DATA FOR THIS TASK
►
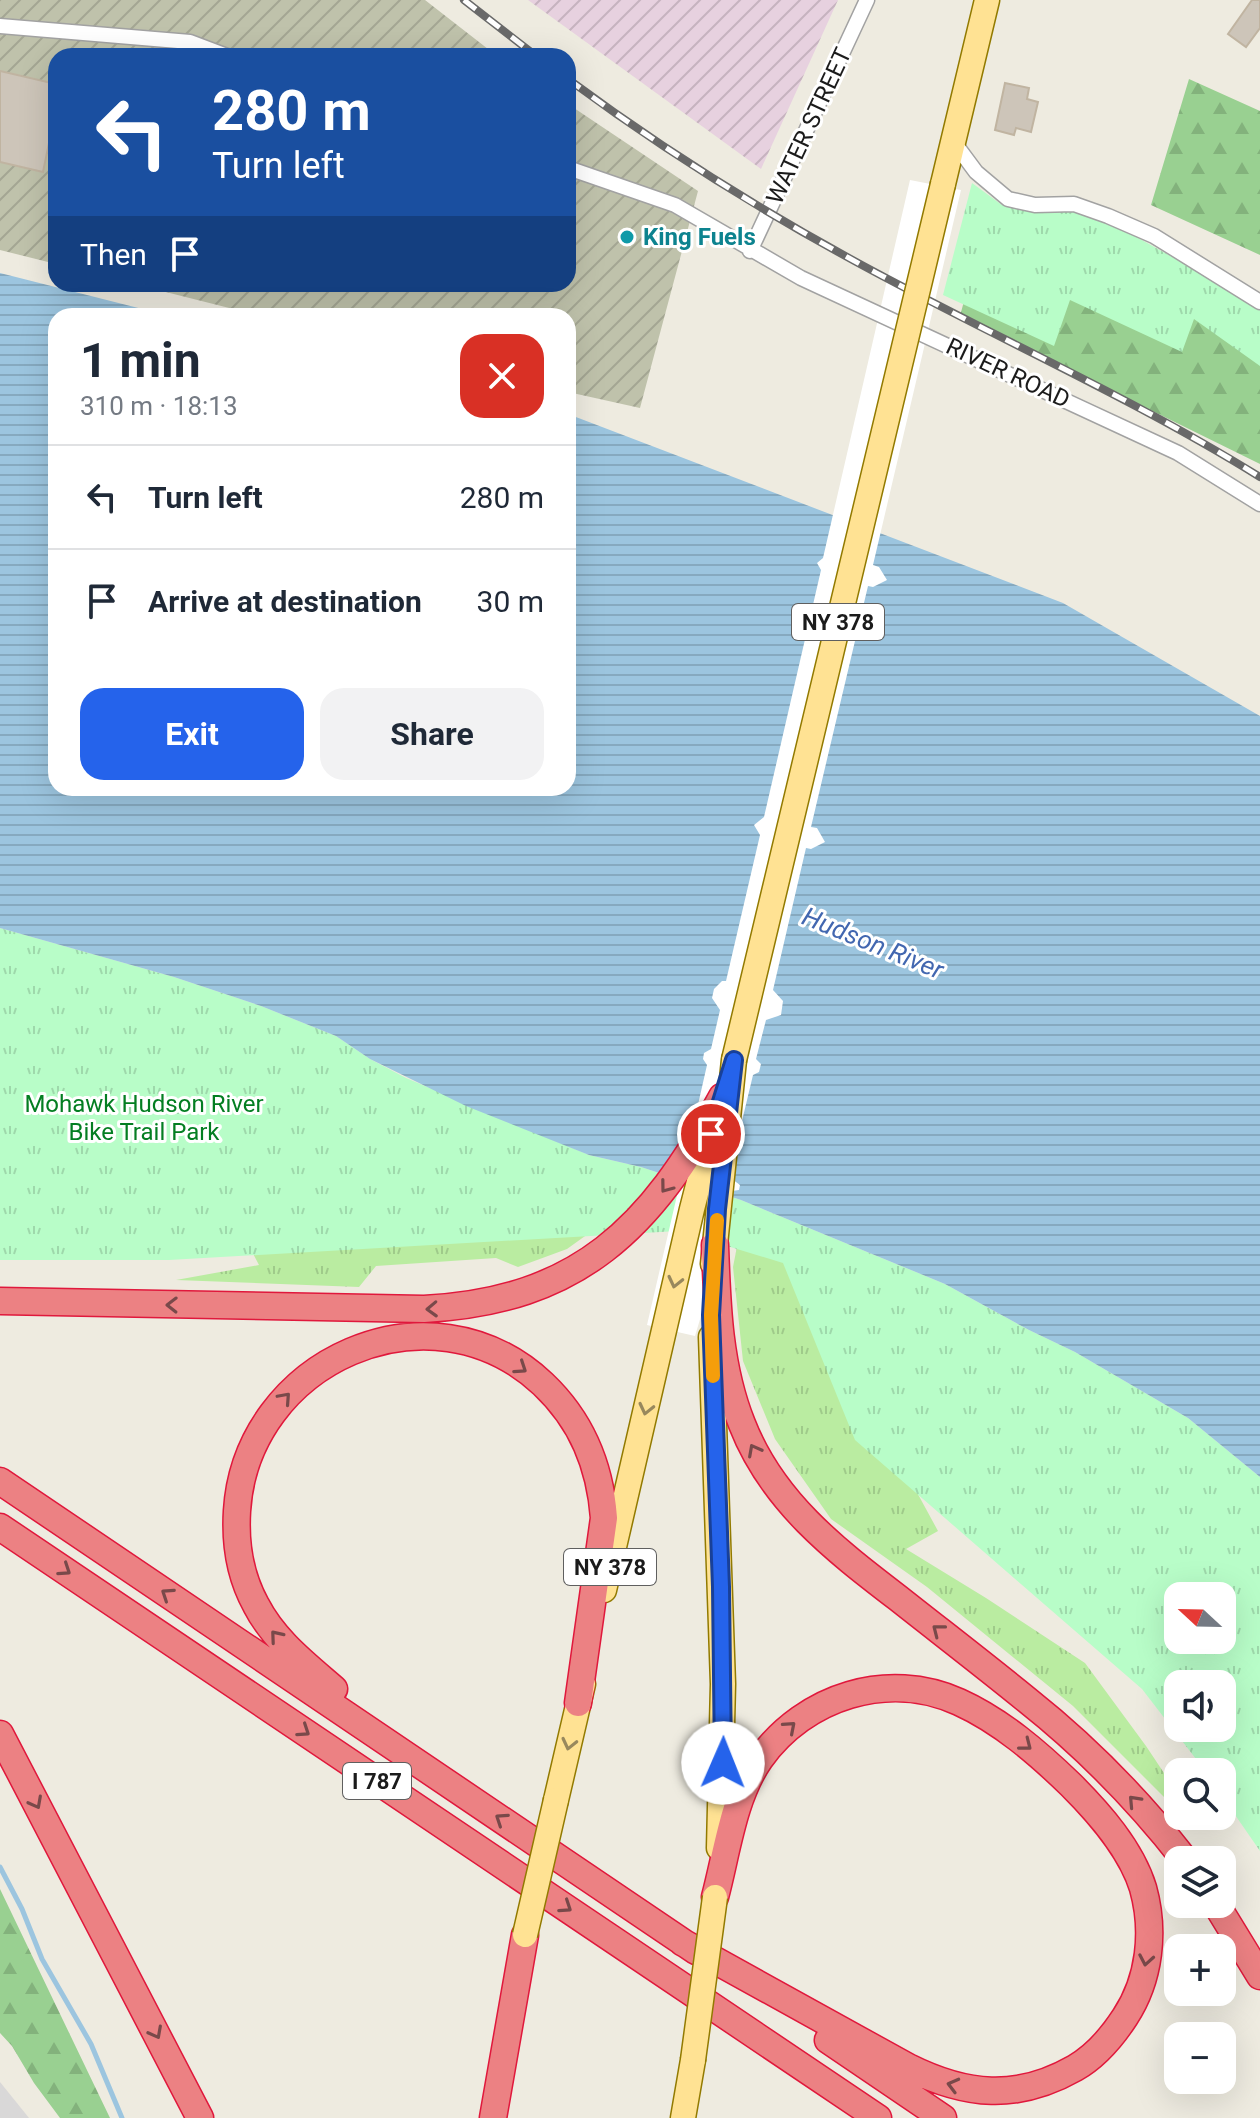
<!DOCTYPE html>
<html lang="en">
<head>
<meta charset="utf-8">
<style>
	:root { --surface:#fff; --page:#f2f2f3; --text:#1f2937; --muted:#747a83; --line:#e0e1e3; --accent:#2563eb }
	body { margin:0; font-family:Roboto,sans-serif; background:var(--page); color:var(--text); height:100vh; display:flex; flex-direction:column; font-size:30px; white-space:nowrap }
	* { box-sizing:border-box; margin:0 }
	p { font-size:26px; color:var(--muted) }
	.icon { flex:none; width:44px; height:44px; fill:none; stroke:currentColor; stroke-width:2; stroke-linecap:round; stroke-linejoin:round }
	.map { position:relative; flex:1; overflow:hidden }
	.drawer { position:absolute; left:48px; top:308px; width:528px; height:488px; display:flex; flex-direction:column; background:var(--surface); border-radius:24px; box-shadow:0 8px 32px #0002 }
	.drawer>* { flex:none }
	.hud { position:absolute; left:48px; top:48px; width:528px; height:244px; border-radius:24px; box-shadow:0 8px 32px #0002; background:#1a4fa0; color:#fff; overflow:hidden }
	.needle { width:52px; rotate:292deg }
	.controls { position:absolute; left:1164px; top:1582px; display:grid; gap:16px }
	.controls a { display:grid; place-items:center; width:72px; height:72px; border-radius:16px; background:var(--surface); box-shadow:0 8px 32px #0002; font-size:40px }
	.pin { position:absolute; display:grid; place-items:center; width:68px; height:68px; color:#fff; margin:-34px; border:4px solid #fff; border-radius:50%; box-shadow:0 2px 8px #0007 }
	.me { position:absolute; width:88px; margin:-44px; rotate:1deg; stroke-linejoin:round; filter:drop-shadow(0 0 6px #0008) }
	.turn { display:flex; align-items:center; gap:28px; height:168px; padding:0 32px; font-size:36px }
	.turn .icon { width:104px; height:104px; stroke-width:2.5 }
	.turn b { display:block; font-size:56px; line-height:68px }
	.then { display:flex; align-items:center; height:76px; padding:0 32px; background:#0003; gap:16px; font-size:30px }
	.round { display:grid; place-items:center; flex:none; width:84px; height:84px; border-radius:24px; background:var(--page) }
	.head { display:flex; align-items:center; justify-content:space-between; height:136px; padding:0 32px }
	h1 { font-size:48px; font-weight:700; line-height:60px }
	.button { display:flex; gap:16px; margin-top:auto; padding:16px 32px }
	.button a { flex:1; height:92px; border-radius:24px; background:var(--accent); color:#fff; font-size:32px; font-weight:700; line-height:92px; text-align:center }
	.button a+a { background:var(--page); color:var(--text) }
	ul { padding:0; list-style:none }
	li { display:flex; align-items:center; gap:24px; height:104px; padding:0 32px; border-top:2px solid var(--line) }
	li div { flex:1 }
	li b { display:block; font-size:30px }
	li em { font-style:normal }
	.map>svg:first-child { display:block }
</style>
</head>
<body>
<div class="map">
<svg width="1260" height="2118" viewBox="0 0 1260 2118">
	<defs>
		<pattern id="industrial-furrows" width="10" height="10" patternUnits="userSpaceOnUse" patternTransform="scale(2)"><rect width="10" height="10" fill="#e7d1df"/><path d="M-1 1l2-2M0 10L10 0M9 11l2-2" fill="none" stroke="#c6b3bf"/></pattern>
		<pattern id="construction-furrows" width="10" height="10" patternUnits="userSpaceOnUse" patternTransform="scale(2)"><rect width="10" height="10" fill="#bfc2ab"/><path d="M-1 1l2-2M0 10L10 0M9 11l2-2" fill="none" stroke="#a4a693"/></pattern>
		<pattern id="grass-tufts" width="24" height="20" patternUnits="userSpaceOnUse" patternTransform="scale(2)"><rect width="24" height="20" fill="#baeca1"/><path d="M3 7l-1-3M5 7V3M7 7l1-3M15 17l-1-3M17 17v-4M19 17l1-3" fill="none" stroke="#9fca8a"/></pattern>
		<pattern id="forest-firs" width="22" height="20" patternUnits="userSpaceOnUse" patternTransform="scale(2)"><rect width="22" height="20" fill="#99d091"/><path d="M5 1l3.5 6h-7zM16 11l3.5 6h-7z" fill="#83b27c"/></pattern>
		<pattern id="park-tufts" width="24" height="20" patternUnits="userSpaceOnUse" patternTransform="scale(2)"><rect width="24" height="20" fill="#b8fdc8"/><path d="M3 7l-1-3M5 7V3M7 7l1-3M15 17l-1-3M17 17v-4M19 17l1-3" fill="none" stroke="#9ed8ab"/></pattern>
		<pattern id="water-rules" width="6" height="5" patternUnits="userSpaceOnUse" patternTransform="scale(2)"><rect width="6" height="5" fill="#9cc5df"/><path d="M0 2.5h6" fill="none" stroke="#86a9bf"/></pattern>
	</defs>
	<rect width="100%" height="100%" fill="#eeebe0"/>
	<path fill="#d9d8d8" d="M0,2082L29,2118H0Z"/>
	<path fill="url(#industrial-furrows)" d="M528,0H838L761,169Z"/>
	<path fill="url(#construction-furrows)" d="M0,0H425L497,56H56V264L0,250Z
		M568,104L698,191L640,408L568,392V316H261L134,284H568Z"/>
	<path fill="url(#grass-tufts)" d="M174,1104L599,1226L567,1249L518,1267L496,1258L376,1266L359,1287L176,1280L259,1265Z
		M743,1216L865,1266L883,1430L938,1531L906,1549L986,1598L1085,1663L1146,1746L1178,1794V1811L1073,1706L927,1587L831,1519L775,1439L743,1361L733,1267Z"/>
	<path fill="url(#forest-firs)" d="M1189,79L1260,111V255L1151,205Z
		M988,212L1113,261L1260,356V464L960,316Z
		M0,1889L110,2118H60L34,2083L12,2046L0,2033Z"/>
	<path fill="url(#park-tufts)" fill-rule="evenodd" d="M972,183L1002,205L1048,212L1072,210L1115,225L1260,306V366L1194,319L1182,352L1070,300L1054,346L943,295Z
		M0,928L174,977L261,1006L336,1036L370,1059L406,1078L589,1155L641,1167L741,1200L945,1284L1029,1330L1075,1352L1188,1418L1260,1477V1851L1222,1796V1772H1206L1142,1689L855,1440L783,1263L678,1231L169,1260H0ZM1178,1596H1222V1640H1178ZM1178,1684H1222V1728H1178Z"/>
	<path fill="url(#water-rules)" d="M0,273L170,316H56V788H568V414L1063,603L1260,716V1477L1188,1418L1075,1352L1029,1330L945,1284L741,1200L641,1167L589,1155L466,1106L370,1059L336,1036L261,1006L174,977L0,928Z"/>
	<path fill="#fff" d="M910,180L961,190L873,565L879,567L887,580L873,587L868,586L811,827L817,828L825,842L811,849L806,848L773,990L783,1001L781,1015L766,1020L756,1059L761,1064L759,1072L753,1075L742,1121V1129L739,1131L735,1148L732,1179L740,1185L739,1190L732,1191L724,1259L728,1318L701,1316L695,1336L647,1325L694,1122L689,1117L690,1112L697,1109L707,1065L703,1059L704,1053L711,1049L720,1010L712,998L714,989L722,981H726L760,835L754,825L764,817L821,570L817,563L823,558Z"/>
	<g fill="none" stroke-linecap="round" stroke-linejoin="round">
		<path stroke="#9cc5df" stroke-width="5" d="M0,1867L22,1909L42,1959L91,2044L122,2118"/>
	</g>
	<path fill="#cdc5b9" stroke="#c0b4a1" stroke-width="2" d="M1252,0H1260V28L1246,47L1228,34Z
		M0,71L56,84V109L43,172L0,162Z
		M1005,83L1029,88L1027,99L1038,102L1031,132L1016,128L1014,135L995,130Z"/>
	<g fill="none" stroke-linecap="round" stroke-linejoin="round">
		<defs>
			<path id="minor" d="M0,26L190,42L227,56
				M953,141L976,172L1008,199L1035,205L1074,204L1108,216L1154,236L1260,302
				M568,168L675,205L801,278L1178,453L1260,504
				M750,251L867,0"/>
			<path id="primary" d="M943,184L987,0
				M713,1264L734,1060
				M711,1337L723,1684L719,1848
				M604,1590L692,1209L715,1119
				M556,1800L583,1684
				M683,2118L693,2060"/>
			<path id="motorway" d="M715,1245C717,1305 719,1367 742,1424C772,1501 834,1549 898,1598C941,1632 984,1665 1027,1700C1085,1746 1139,1801 1185,1860
				M0,1301L424,1309C579,1301 651,1228 722,1097
				M0,1481L696,1951
				M0,1527L878,2118
				M334,1689C304,1663 274,1640 256,1605C240,1576 235,1543 237,1511C246,1361 430,1278 543,1384C582,1421 600,1465 604,1518L578,1703
				M0,1734L200,2118
				M1216,1904L1260,1976
				M682,1942L908,2067C966,2096 1017,2101 1075,2068C1096,2056 1112,2037 1125,2017C1150,1979 1155,1931 1143,1888C1131,1849 1099,1813 1071,1785C1038,1753 1001,1721 959,1702C888,1670 805,1696 760,1759C733,1798 727,1852 715,1897
				M828,2040L943,2118
				M493,2118L525,1935"/>
		</defs>
		<use href="#minor" stroke="#a2a2a2" stroke-width="17"/>
		<use href="#primary" stroke="#927a00" stroke-width="27"/>
		<use href="#motorway" stroke="#e0183c" stroke-width="29"/>
		<use href="#minor" stroke="#fff" stroke-width="14"/>
		<use href="#primary" stroke="#ffe293" stroke-width="24"/>
		<use href="#motorway" stroke="#ec8183" stroke-width="26"/>
		<defs>
			<path id="rail" d="M464,0L536,56
				M568,79C657,145 752,205 849,258C985,333 1128,395 1260,477"/>
		</defs>
		<use href="#rail" stroke="#696969" stroke-width="8"/>
		<use href="#rail" stroke="#fff" stroke-width="5" stroke-dasharray="15" stroke-linecap="butt"/>
		<defs>
			<path id="primary-bridge" d="M734,1060L943,184
				M525,1935L556,1800
				M693,2060L715,1897"/>
		</defs>
		<use href="#primary-bridge" stroke="#927a00" stroke-width="27" stroke-linecap="butt"/>
		<use href="#primary-bridge" stroke="#ffe293" stroke-width="24"/>
	</g>
	<defs><path id="oneway-chevron" d="M-2-3.5L2.5 0L-2 3.5" fill="none" stroke-width="1.6" stroke-linecap="round" stroke-linejoin="round" transform="scale(2)"/></defs>
	<g stroke="#79494a">
		<use href="#oneway-chevron" transform="translate(666 1187) rotate(127)"/>
		<use href="#oneway-chevron" transform="translate(172 1305) rotate(-179)"/>
		<use href="#oneway-chevron" transform="translate(432 1309) rotate(178)"/>
		<use href="#oneway-chevron" transform="translate(521 1368) rotate(34)"/>
		<use href="#oneway-chevron" transform="translate(285 1398) rotate(-48)"/>
		<use href="#oneway-chevron" transform="translate(754 1450) rotate(-118)"/>
		<use href="#oneway-chevron" transform="translate(65 1570) rotate(34)"/>
		<use href="#oneway-chevron" transform="translate(167 1594) rotate(-146)"/>
		<use href="#oneway-chevron" transform="translate(938 1630) rotate(-142)"/>
		<use href="#oneway-chevron" transform="translate(276 1636) rotate(-130)"/>
		<use href="#oneway-chevron" transform="translate(790 1727) rotate(-41)"/>
		<use href="#oneway-chevron" transform="translate(304 1731) rotate(34)"/>
		<use href="#oneway-chevron" transform="translate(1026 1745) rotate(38)"/>
		<use href="#oneway-chevron" transform="translate(1134 1801) rotate(-133)"/>
		<use href="#oneway-chevron" transform="translate(36 1803) rotate(62)"/>
		<use href="#oneway-chevron" transform="translate(501 1819) rotate(-146)"/>
		<use href="#oneway-chevron" transform="translate(566 1907) rotate(34)"/>
		<use href="#oneway-chevron" transform="translate(1146 1960) rotate(100)"/>
		<use href="#oneway-chevron" transform="translate(156 2033) rotate(62)"/>
		<use href="#oneway-chevron" transform="translate(953 2085) rotate(-165)"/>
	</g>
	<g stroke="#98885d">
		<use href="#oneway-chevron" transform="translate(675 1282) rotate(103)"/>
		<use href="#oneway-chevron" transform="translate(646 1409) rotate(103)"/>
		<use href="#oneway-chevron" transform="translate(569 1744) rotate(103)"/>
	</g>
	<g fill="none" stroke-linecap="round" stroke-linejoin="round">
		<defs>
			<path id="route" d="M711,1134L734,1060L717,1209L711,1315L721,1587L723,1763"/>
		</defs>
		<use href="#route" stroke="#184099" stroke-width="20"/>
		<use href="#route" stroke="#2563eb" stroke-width="14"/>
		<path stroke="#f59e0b" stroke-width="14" d="M713,1376L711,1315L717,1220"/>
	</g>
	<circle fill="#0f9aa8" stroke="#fff" stroke-width="3" cx="627" cy="237" r="8"/>
	<g text-anchor="middle" stroke-width="6" stroke-linejoin="round" paint-order="stroke">
		<g fill="#fff" stroke="#5f5f5f" stroke-width="2">
			<rect x="792" y="604" width="92" height="36" rx="6"/>
			<rect x="564" y="1549" width="92" height="36" rx="6"/>
			<rect x="343" y="1763" width="68" height="36" rx="6"/>
		</g>
		<g font-size="22" font-weight="bold" fill="#1b1b1b">
			<text x="838" y="630">NY 378</text>
			<text x="610" y="1575">NY 378</text>
			<text x="377" y="1789">I 787</text>
		</g>
		<g font-size="24" fill="#1b1b1b" stroke="#fff">
			<text transform="translate(809 126) rotate(-65)" y="8">WATER STREET</text>
			<text transform="translate(1008 373) rotate(25)" y="8">RIVER ROAD</text>
		</g>
		<g font-size="24" font-weight="bold" fill="#0d838f" stroke="#fff" text-anchor="start">
			<text x="643" y="245">King Fuels</text>
		</g>
		<g font-size="24" fill="#047e22" stroke="#fff">
			<text x="144" y="1112">Mohawk Hudson River<tspan x="144" dy="28">Bike Trail Park</tspan></text>
		</g>
		<g font-size="26" font-style="italic" fill="#4267b0" stroke="#fff">
			<text transform="translate(873 943) rotate(22)" y="9">Hudson River</text>
		</g>
	</g>
</svg>
<div class="controls">
<a><svg class="needle" viewBox="-14 -14 28 28"><path d="M0-13l5 13h-10z" fill="#e53935"/><path d="M0 13l5-13h-10z" fill="#747a83"/></svg></a>
<a><svg class="icon" aria-label="sound" viewBox="0 0 24 24"><path d="M4 9h4l5-4v14l-5-4H4zM17 9q2 3 0 6"/></svg></a>
<a><svg class="icon" aria-label="search" viewBox="0 0 24 24"><circle cx="10" cy="10" r="6"/><path d="M15 15l6 6"/></svg></a>
<a><svg class="icon" aria-label="layers" viewBox="0 0 24 24"><path d="M12 4l9 5-9 5-9-5zM3 14l9 5 9-5"/></svg></a>
<a>+</a>
<a>−</a>
</div>
<div class="pin" style="left:711px;top:1134px;background:#d93025"><svg class="icon" aria-label="arrive" viewBox="0 0 24 24"><path d="M6 21V4h12l-3 4 3 4H6"/></svg></div>
<svg class="me" style="left:723px;top:1763px" viewBox="-20 -20 40 40"><circle r="19" fill="#fff"/><path d="M0-13L10 11 0 6-10 11z" fill="#2563eb"/></svg>
<div class="hud">
<div class="turn"><svg class="icon" aria-label="left" viewBox="0 0 24 24"><path d="M17 20v-9H6M10 6l-5 5 5 5"/></svg><div><b>280 m</b>Turn left</div></div>
<div class="then">Then<svg class="icon" aria-label="arrive" viewBox="0 0 24 24"><path d="M6 21V4h12l-3 4 3 4H6"/></svg></div>
</div>
<section class="drawer">
<div class="head"><div><h1>1 min</h1><p>310 m · 18:13</p></div><a class="round" style="background:#d93025;color:#fff"><svg class="icon" aria-label="close" viewBox="0 0 24 24"><path d="M6 6l12 12M18 6L6 18"/></svg></a></div>
<ul>
<li><svg class="icon" aria-label="left" viewBox="0 0 24 24"><path d="M17 20v-9H6M10 6l-5 5 5 5"/></svg><div><b>Turn left</b></div><em>280 m</em></li>
<li><svg class="icon" aria-label="arrive" viewBox="0 0 24 24"><path d="M6 21V4h12l-3 4 3 4H6"/></svg><div><b>Arrive at destination</b></div><em>30 m</em></li>
</ul>
<div class="button"><a>Exit</a><a>Share</a></div>
</section>
</div>
</body>
</html>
◄
Go through the records and gather the lines that hold "overflow".

WRITTEN RESPONSE
	.map { position:relative; flex:1; overflow:hidden }
	.hud { position:absolute; left:48px; top:48px; width:528px; height:244px; border-radius:24px; box-shadow:0 8px 32px #0002; background:#1a4fa0; color:#fff; overflow:hidden }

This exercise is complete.